[Saved entries]
::::

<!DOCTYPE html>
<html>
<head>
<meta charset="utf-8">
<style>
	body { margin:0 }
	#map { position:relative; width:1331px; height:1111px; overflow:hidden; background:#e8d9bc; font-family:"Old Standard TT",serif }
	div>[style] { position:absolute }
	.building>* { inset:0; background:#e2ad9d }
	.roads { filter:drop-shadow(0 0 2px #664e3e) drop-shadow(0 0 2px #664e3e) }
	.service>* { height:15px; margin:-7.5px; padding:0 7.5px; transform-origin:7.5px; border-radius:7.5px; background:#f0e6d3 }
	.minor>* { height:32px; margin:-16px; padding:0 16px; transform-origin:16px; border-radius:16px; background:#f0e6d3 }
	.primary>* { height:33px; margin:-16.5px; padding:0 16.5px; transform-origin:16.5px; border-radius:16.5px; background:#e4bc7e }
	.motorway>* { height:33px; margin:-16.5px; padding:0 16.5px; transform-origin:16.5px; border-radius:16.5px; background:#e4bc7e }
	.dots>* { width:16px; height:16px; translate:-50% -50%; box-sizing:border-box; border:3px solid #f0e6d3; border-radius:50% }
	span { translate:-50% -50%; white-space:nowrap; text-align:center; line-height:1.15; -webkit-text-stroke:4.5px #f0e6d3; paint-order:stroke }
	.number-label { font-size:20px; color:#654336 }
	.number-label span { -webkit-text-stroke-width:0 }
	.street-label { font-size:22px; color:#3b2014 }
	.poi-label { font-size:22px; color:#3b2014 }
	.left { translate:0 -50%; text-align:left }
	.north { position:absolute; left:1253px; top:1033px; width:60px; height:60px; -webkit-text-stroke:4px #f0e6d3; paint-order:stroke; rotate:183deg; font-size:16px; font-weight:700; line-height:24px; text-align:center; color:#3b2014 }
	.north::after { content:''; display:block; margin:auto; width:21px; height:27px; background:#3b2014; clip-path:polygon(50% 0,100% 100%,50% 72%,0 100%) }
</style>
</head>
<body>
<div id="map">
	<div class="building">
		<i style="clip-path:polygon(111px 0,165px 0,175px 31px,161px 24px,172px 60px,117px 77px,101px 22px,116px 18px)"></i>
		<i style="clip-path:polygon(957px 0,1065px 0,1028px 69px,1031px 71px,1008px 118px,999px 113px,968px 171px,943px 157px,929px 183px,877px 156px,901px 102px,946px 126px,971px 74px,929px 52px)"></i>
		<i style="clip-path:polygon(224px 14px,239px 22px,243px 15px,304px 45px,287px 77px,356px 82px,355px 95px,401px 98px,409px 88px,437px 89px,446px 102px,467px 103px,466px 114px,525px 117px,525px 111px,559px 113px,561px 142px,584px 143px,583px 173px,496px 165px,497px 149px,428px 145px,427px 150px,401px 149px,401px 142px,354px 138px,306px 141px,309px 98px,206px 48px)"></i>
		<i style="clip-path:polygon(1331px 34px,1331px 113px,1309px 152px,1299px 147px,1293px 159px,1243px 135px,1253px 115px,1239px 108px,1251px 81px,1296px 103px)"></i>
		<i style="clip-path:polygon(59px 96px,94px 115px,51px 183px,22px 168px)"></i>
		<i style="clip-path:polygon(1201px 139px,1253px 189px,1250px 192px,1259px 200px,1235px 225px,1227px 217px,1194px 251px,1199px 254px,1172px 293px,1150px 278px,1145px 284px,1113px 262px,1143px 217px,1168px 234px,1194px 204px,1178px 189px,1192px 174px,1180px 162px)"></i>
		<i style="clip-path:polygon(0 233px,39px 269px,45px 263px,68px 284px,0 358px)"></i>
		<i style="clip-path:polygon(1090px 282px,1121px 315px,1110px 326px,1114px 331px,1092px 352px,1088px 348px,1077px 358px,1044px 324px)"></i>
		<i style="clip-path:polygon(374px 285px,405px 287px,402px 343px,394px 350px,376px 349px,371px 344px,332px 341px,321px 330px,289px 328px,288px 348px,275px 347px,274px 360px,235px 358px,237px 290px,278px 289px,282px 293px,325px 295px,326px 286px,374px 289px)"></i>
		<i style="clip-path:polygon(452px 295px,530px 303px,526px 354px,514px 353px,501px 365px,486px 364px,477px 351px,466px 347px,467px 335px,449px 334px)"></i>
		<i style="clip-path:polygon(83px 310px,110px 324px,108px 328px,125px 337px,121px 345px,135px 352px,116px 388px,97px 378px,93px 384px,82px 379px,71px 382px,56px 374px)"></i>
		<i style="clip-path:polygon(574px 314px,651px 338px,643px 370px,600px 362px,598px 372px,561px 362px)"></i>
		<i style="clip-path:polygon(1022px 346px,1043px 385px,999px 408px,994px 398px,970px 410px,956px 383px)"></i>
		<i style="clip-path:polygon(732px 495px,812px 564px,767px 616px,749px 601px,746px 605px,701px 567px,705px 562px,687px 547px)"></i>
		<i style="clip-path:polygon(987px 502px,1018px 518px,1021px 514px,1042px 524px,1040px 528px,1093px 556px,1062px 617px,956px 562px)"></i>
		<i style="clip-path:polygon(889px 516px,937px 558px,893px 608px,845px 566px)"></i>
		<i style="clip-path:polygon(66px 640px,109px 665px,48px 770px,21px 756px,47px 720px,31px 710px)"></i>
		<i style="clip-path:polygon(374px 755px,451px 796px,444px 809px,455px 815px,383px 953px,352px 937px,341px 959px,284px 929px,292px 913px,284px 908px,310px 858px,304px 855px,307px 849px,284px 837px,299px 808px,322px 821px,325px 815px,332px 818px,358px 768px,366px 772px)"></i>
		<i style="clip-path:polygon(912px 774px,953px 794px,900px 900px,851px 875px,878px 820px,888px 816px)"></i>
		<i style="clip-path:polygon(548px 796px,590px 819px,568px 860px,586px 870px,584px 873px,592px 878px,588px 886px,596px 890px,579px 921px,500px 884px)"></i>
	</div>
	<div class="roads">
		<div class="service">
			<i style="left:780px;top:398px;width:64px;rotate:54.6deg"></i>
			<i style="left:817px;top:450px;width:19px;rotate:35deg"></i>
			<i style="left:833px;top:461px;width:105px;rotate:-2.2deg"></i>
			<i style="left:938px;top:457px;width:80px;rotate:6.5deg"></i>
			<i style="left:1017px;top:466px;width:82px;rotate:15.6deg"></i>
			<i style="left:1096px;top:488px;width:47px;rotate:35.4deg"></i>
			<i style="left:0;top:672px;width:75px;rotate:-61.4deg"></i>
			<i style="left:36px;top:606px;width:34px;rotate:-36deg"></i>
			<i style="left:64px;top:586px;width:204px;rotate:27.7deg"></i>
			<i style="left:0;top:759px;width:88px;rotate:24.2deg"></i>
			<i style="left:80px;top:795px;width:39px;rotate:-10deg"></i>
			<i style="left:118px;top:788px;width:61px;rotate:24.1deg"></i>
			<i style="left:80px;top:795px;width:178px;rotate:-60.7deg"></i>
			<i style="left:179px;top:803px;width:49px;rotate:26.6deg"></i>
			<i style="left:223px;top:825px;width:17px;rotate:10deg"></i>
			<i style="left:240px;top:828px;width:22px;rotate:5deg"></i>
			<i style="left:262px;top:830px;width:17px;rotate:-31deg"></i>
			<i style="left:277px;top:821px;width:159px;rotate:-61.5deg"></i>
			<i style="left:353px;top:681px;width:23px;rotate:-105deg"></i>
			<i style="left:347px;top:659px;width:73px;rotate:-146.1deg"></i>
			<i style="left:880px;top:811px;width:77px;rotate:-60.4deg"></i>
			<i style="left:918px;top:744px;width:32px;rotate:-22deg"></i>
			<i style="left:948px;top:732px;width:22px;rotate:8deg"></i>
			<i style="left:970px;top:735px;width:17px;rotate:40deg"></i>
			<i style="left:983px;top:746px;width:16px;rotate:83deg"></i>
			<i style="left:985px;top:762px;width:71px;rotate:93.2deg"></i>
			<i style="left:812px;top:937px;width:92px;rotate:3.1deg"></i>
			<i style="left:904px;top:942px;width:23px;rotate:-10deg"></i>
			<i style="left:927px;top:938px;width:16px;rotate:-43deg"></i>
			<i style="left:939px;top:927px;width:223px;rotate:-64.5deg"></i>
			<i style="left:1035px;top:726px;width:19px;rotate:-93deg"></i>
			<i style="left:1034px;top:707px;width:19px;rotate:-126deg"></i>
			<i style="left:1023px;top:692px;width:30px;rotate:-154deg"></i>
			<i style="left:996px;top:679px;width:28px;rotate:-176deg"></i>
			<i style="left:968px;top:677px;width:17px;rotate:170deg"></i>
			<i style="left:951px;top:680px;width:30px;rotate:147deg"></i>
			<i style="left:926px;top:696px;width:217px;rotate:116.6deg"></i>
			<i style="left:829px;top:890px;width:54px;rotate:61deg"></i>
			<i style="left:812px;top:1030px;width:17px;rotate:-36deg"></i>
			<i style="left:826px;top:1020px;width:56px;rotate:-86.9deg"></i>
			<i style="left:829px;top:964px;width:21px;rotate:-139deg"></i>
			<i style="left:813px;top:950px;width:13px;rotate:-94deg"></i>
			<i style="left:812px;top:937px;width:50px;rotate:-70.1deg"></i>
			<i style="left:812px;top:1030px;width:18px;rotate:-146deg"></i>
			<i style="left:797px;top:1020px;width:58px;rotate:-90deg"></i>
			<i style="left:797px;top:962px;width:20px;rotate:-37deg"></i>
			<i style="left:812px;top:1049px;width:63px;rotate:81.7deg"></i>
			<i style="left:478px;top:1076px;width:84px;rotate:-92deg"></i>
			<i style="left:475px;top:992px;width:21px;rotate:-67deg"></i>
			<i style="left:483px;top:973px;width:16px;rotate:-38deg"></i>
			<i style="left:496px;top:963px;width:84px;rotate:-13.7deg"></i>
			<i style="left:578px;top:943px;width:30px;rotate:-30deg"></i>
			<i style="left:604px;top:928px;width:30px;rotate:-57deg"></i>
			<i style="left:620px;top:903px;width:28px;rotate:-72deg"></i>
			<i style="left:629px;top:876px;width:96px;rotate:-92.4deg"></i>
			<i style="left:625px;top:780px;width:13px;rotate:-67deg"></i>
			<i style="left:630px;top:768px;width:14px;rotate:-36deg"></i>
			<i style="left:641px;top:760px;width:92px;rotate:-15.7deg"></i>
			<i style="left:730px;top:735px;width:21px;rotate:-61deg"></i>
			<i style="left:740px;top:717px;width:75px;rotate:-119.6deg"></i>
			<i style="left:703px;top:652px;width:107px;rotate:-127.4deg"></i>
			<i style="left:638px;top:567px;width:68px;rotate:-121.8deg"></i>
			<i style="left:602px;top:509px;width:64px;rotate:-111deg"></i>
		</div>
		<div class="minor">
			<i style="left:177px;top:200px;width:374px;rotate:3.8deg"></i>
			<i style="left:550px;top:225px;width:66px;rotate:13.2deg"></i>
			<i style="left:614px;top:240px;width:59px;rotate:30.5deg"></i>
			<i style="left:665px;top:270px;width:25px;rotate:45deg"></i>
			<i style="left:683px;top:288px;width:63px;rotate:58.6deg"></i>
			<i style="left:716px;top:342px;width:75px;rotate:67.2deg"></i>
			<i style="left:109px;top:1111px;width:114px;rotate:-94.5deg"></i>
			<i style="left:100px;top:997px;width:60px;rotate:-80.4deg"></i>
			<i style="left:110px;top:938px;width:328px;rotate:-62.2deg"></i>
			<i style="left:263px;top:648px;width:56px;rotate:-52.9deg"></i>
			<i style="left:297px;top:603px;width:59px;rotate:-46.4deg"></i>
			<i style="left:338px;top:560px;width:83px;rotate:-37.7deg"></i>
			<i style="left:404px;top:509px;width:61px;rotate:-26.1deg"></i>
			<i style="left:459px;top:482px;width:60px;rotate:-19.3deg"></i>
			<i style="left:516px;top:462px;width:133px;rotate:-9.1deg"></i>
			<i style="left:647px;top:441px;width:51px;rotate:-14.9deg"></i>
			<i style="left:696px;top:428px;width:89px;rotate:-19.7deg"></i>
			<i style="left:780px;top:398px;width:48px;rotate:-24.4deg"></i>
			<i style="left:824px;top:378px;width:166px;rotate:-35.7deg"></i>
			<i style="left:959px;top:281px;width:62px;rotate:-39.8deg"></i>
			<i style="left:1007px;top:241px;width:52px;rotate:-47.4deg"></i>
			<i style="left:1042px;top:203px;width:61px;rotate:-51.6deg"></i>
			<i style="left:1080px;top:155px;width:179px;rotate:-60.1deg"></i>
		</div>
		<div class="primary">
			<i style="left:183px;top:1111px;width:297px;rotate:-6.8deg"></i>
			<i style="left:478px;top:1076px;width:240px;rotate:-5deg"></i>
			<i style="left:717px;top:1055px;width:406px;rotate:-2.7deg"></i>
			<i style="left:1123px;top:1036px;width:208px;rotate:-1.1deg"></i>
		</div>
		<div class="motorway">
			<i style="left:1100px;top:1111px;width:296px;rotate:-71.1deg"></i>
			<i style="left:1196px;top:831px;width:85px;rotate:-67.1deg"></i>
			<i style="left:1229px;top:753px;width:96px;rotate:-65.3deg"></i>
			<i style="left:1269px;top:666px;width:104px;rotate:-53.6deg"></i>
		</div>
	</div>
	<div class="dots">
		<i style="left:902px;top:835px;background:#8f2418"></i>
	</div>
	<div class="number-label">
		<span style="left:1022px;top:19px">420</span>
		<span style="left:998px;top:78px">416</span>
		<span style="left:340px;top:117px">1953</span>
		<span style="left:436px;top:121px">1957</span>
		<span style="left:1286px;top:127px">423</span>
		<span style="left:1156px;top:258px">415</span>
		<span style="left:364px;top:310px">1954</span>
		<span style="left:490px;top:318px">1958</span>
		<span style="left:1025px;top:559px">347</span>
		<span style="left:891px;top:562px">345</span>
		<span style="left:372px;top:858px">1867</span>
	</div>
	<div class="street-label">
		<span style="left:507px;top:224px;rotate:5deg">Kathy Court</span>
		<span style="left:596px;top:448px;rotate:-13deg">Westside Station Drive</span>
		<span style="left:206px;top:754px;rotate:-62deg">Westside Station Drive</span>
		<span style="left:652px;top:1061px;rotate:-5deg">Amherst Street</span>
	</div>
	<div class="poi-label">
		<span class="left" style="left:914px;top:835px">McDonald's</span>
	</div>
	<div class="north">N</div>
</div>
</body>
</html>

::::

— WHAT THIS TASK INVOLVES —
Look back at the data above. Transcribe exactly the lines starting at the line that contains "position:relative; width:1331px; height:1111px;" and ending at the line that contains "filter:drop-shadow(0 0 2px".

— PROBLEM SOLUTION —
	#map { position:relative; width:1331px; height:1111px; overflow:hidden; background:#e8d9bc; font-family:"Old Standard TT",serif }
	div>[style] { position:absolute }
	.building>* { inset:0; background:#e2ad9d }
	.roads { filter:drop-shadow(0 0 2px #664e3e) drop-shadow(0 0 2px #664e3e) }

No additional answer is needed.